Is it at all meaningful to call oneself a “democrat”? Manifestly, one may and should answer both “no, it’s quite meaningless, since it is no longer possible to call oneself anything else,” and “yes, of course, given that equality, justice, and liberty are under threat from plutocracies, technocracies, and mafiocracies wherever we look.” Democracy has become an exemplary case of the loss of the power to signify: representing both supreme political virtue and the only means of achieving the common good, it grew so fraught that it was no longer capable of generating any problematic or serving any heuristic purpose. All that goes on now is marginal debate about the differences between various democratic systems and sensibilities. In short, democracy means everything—politics, ethics, law, civilization—and nothing.

This loss of significance we ought to be taking seriously, and we are, as the “inquest” the reader is holding in her hand demonstrates. The task for thought is to stop letting common sense pullulate with free-floating incoherencies the way it does now and force democratic nonsignificance to stand trial in the court of reason.

☛ “Finite and Infinite Democracy” by Jean-Luc Nancy, tr. by William McCuaig in Democracy In What State?, New York: Columbia University Press, [2009] 2011, pp. 58-59. Originally published as “Démocratie finie et infinie” in Démocratie, dans quel état?, Paris: La Fabrique, 2009, pp. 77-78 (excerpts: PDF).

In his monumental Democracy in America Alexis de Tocqueville observed the cyclic or episodic life of some aspects of the democratic process as it is punctuated by elections:

As the election draws near, the activity of intrigue and the agitation of the populace increase; the citizens are divided into hostiles camps, each of which assumes the name of its favourite candidate; the whole nation glows with feverish excitement; the election is the daily theme of the public papers, the subject of private conversation, the end of every thought and every action, the sole interest of the present. As soon as the choice is determined, this ardour is dispelled; and as a calmer season returns, the current of the State, which had nearly broken its banks, sinks to its usual level: but who can refrain from astonishment at the causes of the storm? (tr. Henry Reeve, Vol. I, Chap. VIII, London: Longmans, Green, And Co., [1835]1875, p. 133; original French De la démocratie en Amérique)

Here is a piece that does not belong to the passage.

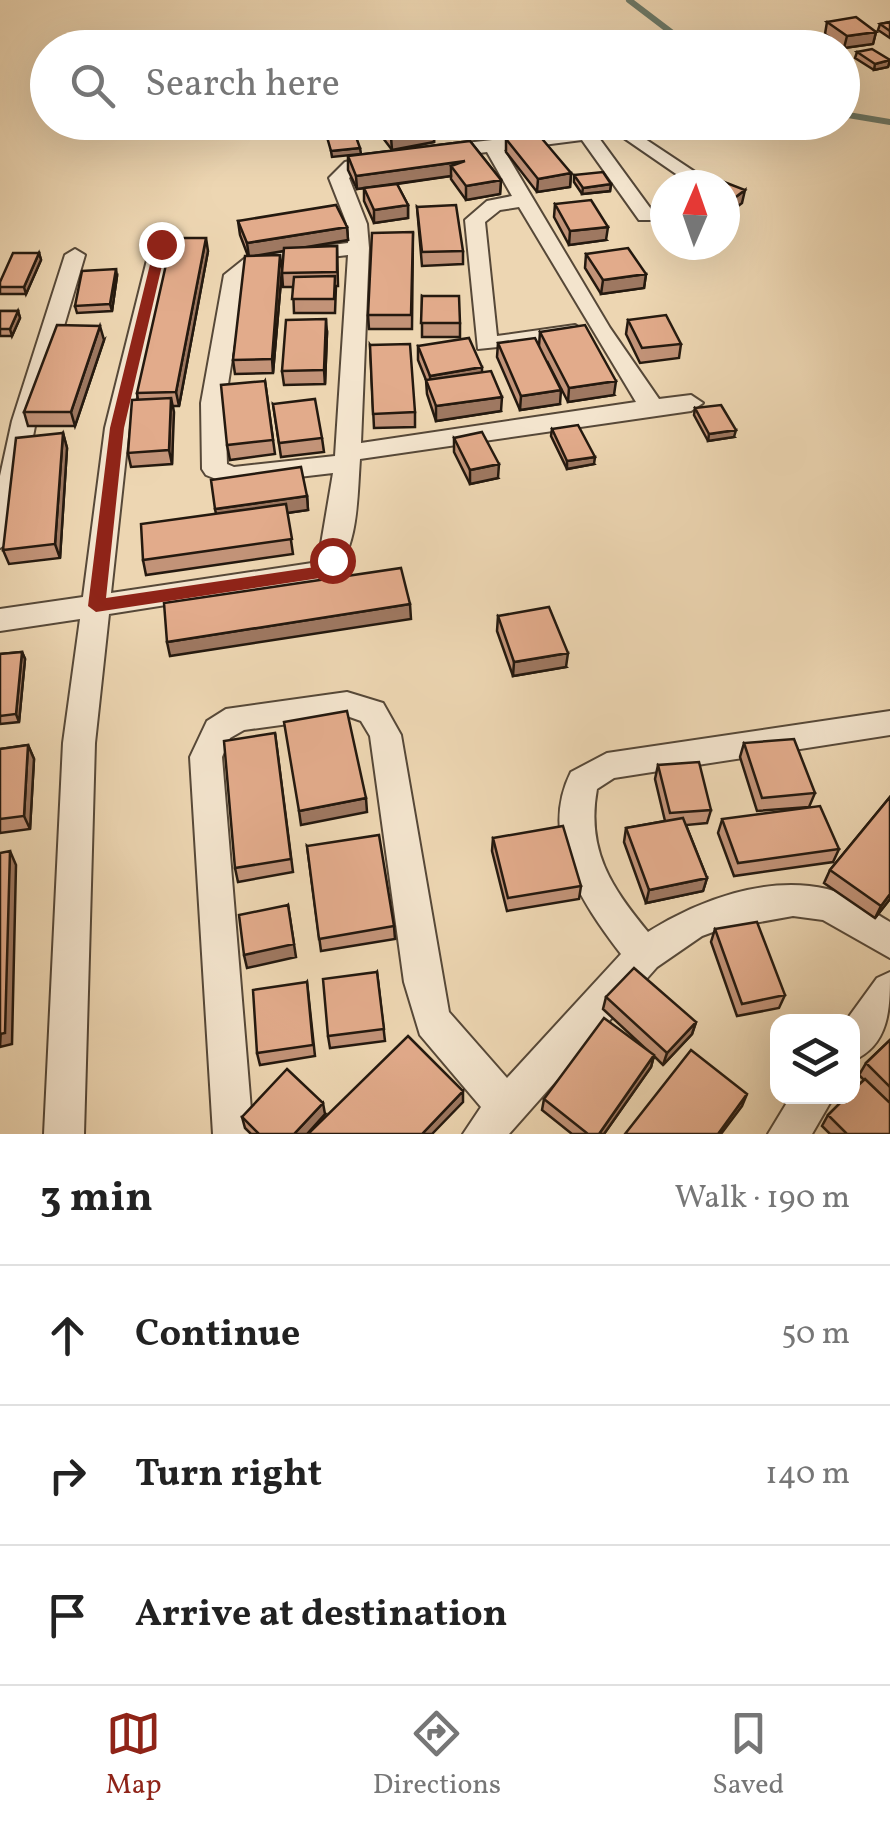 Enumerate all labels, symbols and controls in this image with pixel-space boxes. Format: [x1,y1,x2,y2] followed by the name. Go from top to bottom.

Nancy’s short essay argues, among other things, that modern democracy does not only concerns political “citizens” but also ―and maybe more importantly― humanity itself, the very conditions that allow us to be humans (and this means precisely to be humans together). From this point of view, it becomes clear that democracy shouldn’t be reduced to or strictly identified with the casting of one’s vote during elections. Unless, of course, one agrees to be human only from time to time. It’s also clear, following Tocqueville’s observation, that democracy is not an answer but a problem: for example, how are we to think the divisions –“the citizens are divided into hostiles camps”– produced by the very attempt to give foundation to a democratic association (in his essay, Nancy quotes Kant and writes about the “unsocial sociability” of mankind)?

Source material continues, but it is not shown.